» Aim of the exercise
Lines in the listing below that hold "numbers" are the ones to copy.
- Opening Delimiter -
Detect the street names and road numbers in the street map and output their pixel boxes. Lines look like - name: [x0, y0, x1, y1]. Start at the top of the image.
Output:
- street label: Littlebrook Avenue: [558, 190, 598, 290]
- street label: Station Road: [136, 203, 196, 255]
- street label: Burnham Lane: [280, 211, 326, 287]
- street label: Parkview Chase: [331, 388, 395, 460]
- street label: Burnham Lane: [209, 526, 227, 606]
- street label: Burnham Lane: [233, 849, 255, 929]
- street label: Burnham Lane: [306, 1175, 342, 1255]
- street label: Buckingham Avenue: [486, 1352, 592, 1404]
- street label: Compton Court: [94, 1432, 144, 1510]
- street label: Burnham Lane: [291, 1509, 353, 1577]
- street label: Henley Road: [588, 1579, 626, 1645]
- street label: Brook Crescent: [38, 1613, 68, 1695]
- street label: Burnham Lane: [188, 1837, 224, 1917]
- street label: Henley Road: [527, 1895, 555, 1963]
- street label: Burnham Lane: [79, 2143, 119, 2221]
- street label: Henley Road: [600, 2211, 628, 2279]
- Closing Delimiter -
- Opening Delimiter -
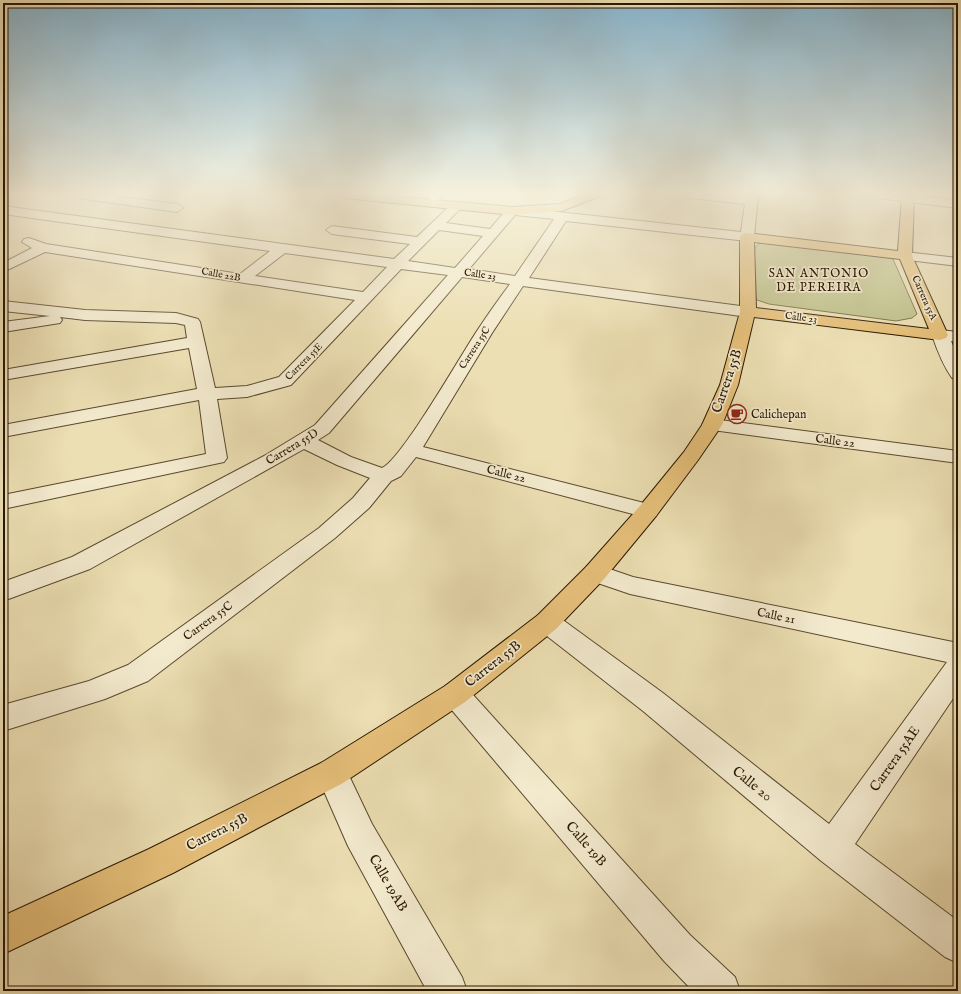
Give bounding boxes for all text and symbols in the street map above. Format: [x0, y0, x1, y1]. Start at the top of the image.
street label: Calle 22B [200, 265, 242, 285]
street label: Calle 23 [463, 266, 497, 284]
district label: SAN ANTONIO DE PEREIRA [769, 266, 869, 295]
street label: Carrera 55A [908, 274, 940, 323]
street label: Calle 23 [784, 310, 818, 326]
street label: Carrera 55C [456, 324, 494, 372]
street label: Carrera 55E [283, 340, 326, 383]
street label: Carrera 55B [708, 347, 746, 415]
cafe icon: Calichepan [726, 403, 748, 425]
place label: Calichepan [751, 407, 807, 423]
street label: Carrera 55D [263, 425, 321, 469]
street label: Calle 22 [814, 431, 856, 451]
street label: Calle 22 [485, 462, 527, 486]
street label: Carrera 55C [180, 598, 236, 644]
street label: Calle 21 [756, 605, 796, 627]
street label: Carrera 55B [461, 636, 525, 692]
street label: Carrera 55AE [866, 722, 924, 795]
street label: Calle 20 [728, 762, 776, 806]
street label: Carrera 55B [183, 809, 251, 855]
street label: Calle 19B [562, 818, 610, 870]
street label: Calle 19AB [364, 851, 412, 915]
- Closing Delimiter -
- Opening Delimiter -
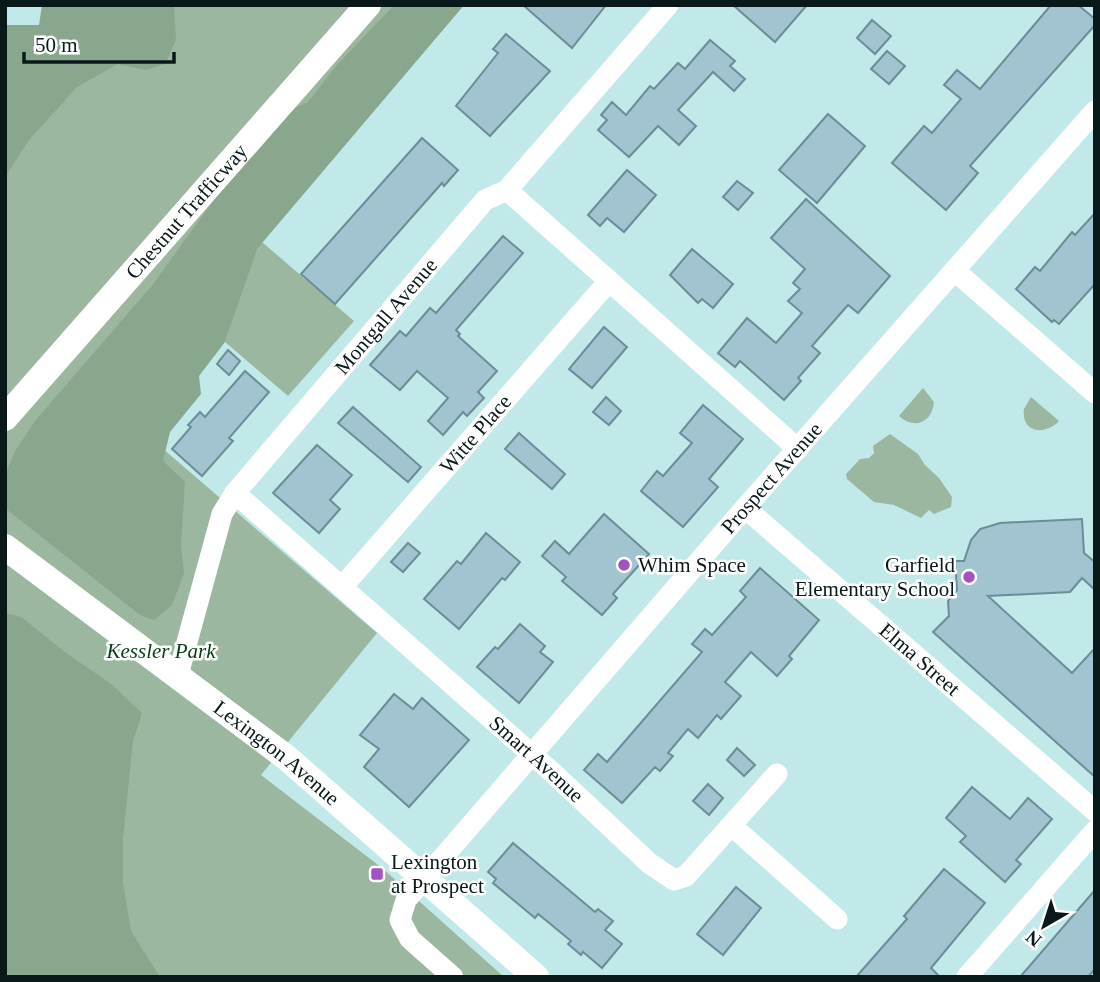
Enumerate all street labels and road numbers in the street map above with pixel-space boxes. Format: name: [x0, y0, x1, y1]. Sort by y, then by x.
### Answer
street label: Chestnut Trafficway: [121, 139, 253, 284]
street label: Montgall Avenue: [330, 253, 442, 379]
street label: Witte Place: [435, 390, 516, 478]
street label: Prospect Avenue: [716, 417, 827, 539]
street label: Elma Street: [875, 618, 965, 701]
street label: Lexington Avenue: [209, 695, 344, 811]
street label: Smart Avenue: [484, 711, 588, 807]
- Closing Delimiter -
» Solution to this task
Detect the street names and road numbers in the street map and output their pixel boxes. Lines look like - name: [x0, y0, x1, y1]. Start at the top of the image.
Enumerate all street labels and road numbers in the street map above with pixel-space boxes. Format: name: [x0, y0, x1, y1]. Sort by y, then by x.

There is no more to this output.